Dans sa définition la plus récente, fruit de la concertation de l’alliance tripartite à laquelle est venu s’ajouter le Programme des nations unies pour l’environnement (PNUE), une seule santé « est une approche intégrée et unificatrice qui vise à équilibrer et à optimiser durablement la santé des personnes, des animaux et des écosystèmes. Elle reconnaît que la santé des êtres humains, des animaux domestiques et sauvages, des plantes et de l'environnement au sens large (y compris les écosystèmes) est étroitement liée et interdépendante » (OHHLEP, 2022).
Le concept de Santé planétaire (Planetary Health) est une proposition récente (2015) émanant d’une collaboration entre la Fondation Rockfeller et la Commission Lancet pour la santé planétaire et conçu comme une alternative à Eco-santé et Une seule santé. Dans sa définition d’origine la Santé planétaire est « la réalisation du niveau le plus élevé possible de santé, de bien-être et d'équité dans le monde entier, grâce à une attention judicieuse portée aux systèmes humains - politiques, économiques et sociaux - qui façonnent l'avenir de l'humanité et aux systèmes naturels de la Terre qui définissent les limites environnementales sûres dans lesquelles l'humanité peut s'épanouir » (Whitmee et al. 2015).

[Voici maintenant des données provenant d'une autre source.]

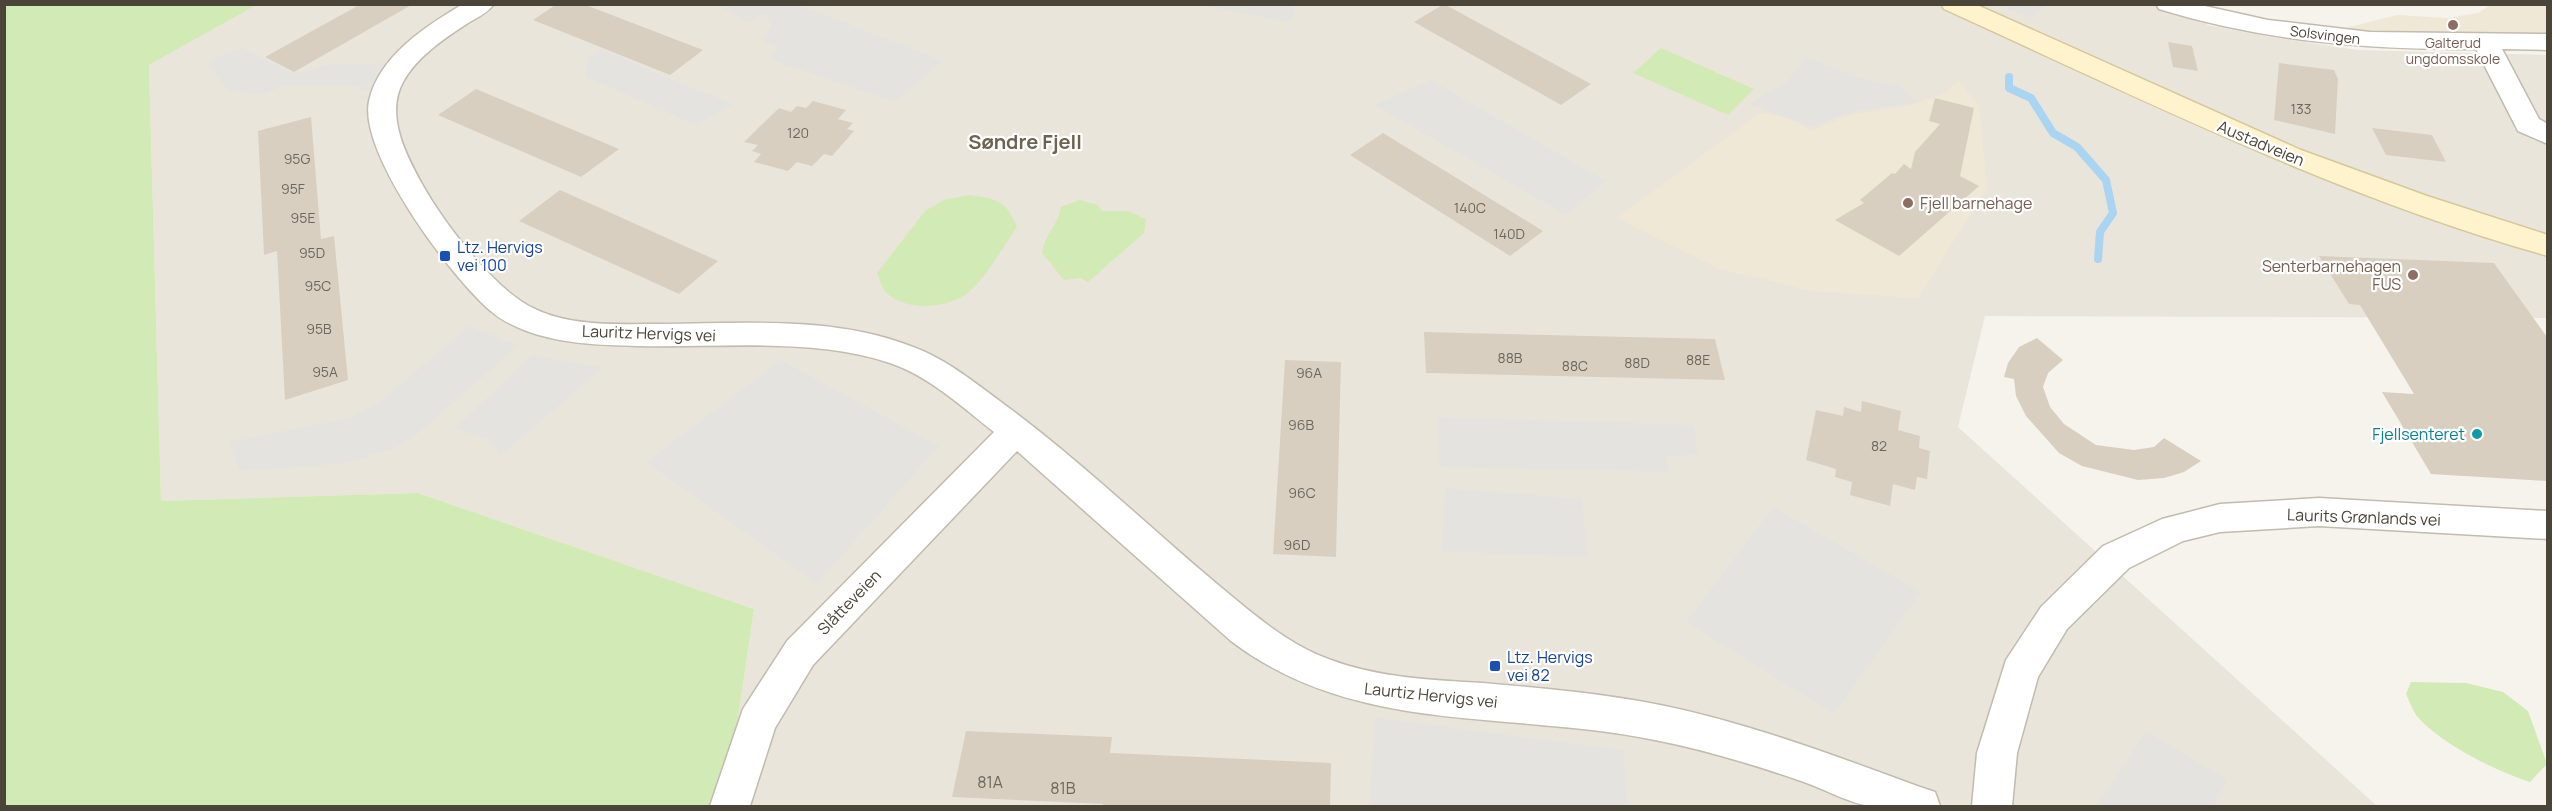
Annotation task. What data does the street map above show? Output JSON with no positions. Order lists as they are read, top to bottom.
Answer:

En 2022, L’Alliance pour la santé planétaire a proposé la nouvelle définition suivante : « un domaine transdisciplinaire orienté vers les solutions et un mouvement social axé sur l'analyse et la prise en compte des incidences des perturbations humaines des systèmes naturels de la Terre sur la santé humaine et sur l'ensemble de la vie sur Terre » (Planetary Health Alliance, 2022). Dans les deux cas de figure le concept de Santé planétaire se différencie par l’accent qui est avant tout mis sur la santé humaine, à travers en particulier le rôle que joue l’action des sociétés humaines sur les perturbations environnementales et le changement climatique en particulier. Dans sa conception, elle est l’héritière du concept de durabilité tel que défini par la commission Bruntdland, mettant les besoins des êtres humains au centre du dispositif.
Aujourd’hui, on peut considérer que si les concepts d’Ecosanté et Une Seule Santé ont fortement convergé, celui de Santé Planétaire se différencie davantage, comme en témoigne la focale thématique globalement différente au niveau de la recherche (Ruiz de Castaneda et al. 2023).